Australian Chef: Thai Cuisine is ‘Decaying’
Travel Blog • Eva Holland • 09.24.10 | 3:43 PM ET
Them’s fighting words. The chef in question, David Thompson, is responsible for London’s Michelin-starred Thai restaurant, Nahm, and now he’s “striving for authenticity” at a Nahm branch in Bangkok, too. The Thai reaction has been predictably indignant. The New York Times explains:
Cooking is profoundly wound up with Thailand’s identity. Many recipes were tested and refined in royal palaces. And Thais often spend a good share of their day talking about this or that dish they tried; a common greeting is, “Have you eaten yet?”

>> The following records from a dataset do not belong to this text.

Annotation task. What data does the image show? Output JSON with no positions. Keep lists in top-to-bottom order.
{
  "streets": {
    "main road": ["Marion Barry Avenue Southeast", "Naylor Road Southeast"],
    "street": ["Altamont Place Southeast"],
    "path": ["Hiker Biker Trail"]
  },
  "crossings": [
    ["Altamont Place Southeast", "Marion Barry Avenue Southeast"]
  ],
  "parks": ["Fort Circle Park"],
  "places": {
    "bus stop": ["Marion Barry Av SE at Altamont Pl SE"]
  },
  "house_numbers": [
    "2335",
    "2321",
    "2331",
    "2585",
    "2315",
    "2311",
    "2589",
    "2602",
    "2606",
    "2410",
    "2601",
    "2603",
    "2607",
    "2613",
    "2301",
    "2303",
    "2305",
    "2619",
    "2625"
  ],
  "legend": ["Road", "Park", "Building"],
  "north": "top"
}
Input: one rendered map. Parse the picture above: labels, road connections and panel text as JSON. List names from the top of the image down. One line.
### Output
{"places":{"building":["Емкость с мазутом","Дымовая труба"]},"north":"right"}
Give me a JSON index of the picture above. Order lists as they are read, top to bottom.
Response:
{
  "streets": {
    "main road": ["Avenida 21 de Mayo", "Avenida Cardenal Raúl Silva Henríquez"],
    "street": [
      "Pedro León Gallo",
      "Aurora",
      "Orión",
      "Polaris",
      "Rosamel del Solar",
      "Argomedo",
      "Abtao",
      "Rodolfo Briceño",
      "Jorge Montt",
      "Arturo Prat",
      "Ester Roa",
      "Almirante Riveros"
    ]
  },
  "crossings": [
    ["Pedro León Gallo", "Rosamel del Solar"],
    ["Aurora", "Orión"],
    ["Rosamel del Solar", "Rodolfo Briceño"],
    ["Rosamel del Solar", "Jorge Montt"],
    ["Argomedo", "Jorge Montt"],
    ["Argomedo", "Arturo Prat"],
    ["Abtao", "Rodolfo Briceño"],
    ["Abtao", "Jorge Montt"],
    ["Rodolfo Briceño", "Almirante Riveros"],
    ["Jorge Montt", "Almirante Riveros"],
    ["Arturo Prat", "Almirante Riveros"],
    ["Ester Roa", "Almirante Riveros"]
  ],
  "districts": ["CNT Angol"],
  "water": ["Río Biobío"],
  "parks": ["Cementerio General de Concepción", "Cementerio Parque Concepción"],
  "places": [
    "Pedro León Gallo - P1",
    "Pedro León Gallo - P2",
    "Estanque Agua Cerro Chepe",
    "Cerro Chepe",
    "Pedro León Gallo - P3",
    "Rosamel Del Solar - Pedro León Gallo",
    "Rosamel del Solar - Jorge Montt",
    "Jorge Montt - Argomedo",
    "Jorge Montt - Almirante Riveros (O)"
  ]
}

Mr. Thompson’s quest for authenticity is perceived by some Thais as a provocation, a pair of blue eyes striding a little too proudly into the temple of Thai cuisine. Foreigners cannot possibly master the art of cooking Thai food, many Thais say, because they did not grow up wandering through vast, wet markets filled with the cornucopia of Thai produce, or pulling at the apron strings of grandmothers and maids who imparted the complex and subtle balance of ingredients required for the perfect curry or chili paste. Foreigners, Thais believe, cannot stomach the spices that fire the best Thai dishes.